ACTIVITY:
Your reply should be a single number, the count of lines in the records that contain the string "rows".

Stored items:
╔══

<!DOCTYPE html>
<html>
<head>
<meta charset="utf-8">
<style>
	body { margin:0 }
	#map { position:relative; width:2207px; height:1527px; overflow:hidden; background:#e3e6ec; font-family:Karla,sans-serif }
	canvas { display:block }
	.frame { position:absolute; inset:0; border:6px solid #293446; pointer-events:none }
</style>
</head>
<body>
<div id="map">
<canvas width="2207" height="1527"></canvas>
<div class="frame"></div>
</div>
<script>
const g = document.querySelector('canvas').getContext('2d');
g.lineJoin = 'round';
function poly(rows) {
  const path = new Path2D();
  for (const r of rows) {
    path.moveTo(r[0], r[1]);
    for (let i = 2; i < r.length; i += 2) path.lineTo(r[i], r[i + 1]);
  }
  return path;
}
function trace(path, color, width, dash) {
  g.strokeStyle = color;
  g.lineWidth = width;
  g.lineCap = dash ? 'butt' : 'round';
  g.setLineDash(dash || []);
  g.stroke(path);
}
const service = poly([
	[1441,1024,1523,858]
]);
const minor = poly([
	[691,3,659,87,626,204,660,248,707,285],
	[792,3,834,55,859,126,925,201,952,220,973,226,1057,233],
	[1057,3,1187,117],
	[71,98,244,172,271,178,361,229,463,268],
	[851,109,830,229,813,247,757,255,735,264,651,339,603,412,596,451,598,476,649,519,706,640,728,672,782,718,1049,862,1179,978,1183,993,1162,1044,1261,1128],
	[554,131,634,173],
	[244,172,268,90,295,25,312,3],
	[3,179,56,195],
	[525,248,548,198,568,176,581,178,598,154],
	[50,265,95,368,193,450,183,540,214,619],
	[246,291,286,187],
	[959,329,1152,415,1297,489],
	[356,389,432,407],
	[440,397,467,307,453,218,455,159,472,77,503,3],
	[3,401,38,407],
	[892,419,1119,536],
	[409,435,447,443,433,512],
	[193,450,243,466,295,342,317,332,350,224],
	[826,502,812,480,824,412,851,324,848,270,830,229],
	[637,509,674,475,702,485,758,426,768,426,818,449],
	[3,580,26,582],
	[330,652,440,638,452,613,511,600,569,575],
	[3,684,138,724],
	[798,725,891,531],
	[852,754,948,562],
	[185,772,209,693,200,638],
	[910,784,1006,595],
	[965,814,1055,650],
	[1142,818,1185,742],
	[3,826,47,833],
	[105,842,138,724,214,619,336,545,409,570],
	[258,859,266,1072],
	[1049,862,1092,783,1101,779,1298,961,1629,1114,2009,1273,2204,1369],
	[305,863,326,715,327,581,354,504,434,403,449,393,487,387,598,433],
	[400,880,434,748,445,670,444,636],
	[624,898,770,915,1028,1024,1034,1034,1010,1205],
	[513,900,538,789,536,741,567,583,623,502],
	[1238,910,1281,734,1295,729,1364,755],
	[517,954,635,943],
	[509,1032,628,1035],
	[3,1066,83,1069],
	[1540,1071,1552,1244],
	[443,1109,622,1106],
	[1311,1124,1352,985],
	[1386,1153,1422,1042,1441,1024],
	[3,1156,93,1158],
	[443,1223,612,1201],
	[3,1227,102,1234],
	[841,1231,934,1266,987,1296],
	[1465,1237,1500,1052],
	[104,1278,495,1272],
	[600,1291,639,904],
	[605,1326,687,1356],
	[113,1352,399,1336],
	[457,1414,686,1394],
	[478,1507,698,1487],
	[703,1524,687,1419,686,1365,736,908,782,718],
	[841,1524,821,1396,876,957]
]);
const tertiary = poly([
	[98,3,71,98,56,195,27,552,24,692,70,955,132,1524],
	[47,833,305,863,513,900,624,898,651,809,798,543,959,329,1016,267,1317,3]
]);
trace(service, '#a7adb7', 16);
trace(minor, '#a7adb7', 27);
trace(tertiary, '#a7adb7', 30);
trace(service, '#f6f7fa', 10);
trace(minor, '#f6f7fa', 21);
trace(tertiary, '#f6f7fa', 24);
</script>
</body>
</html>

╚══

YOUR SOLUTION:
2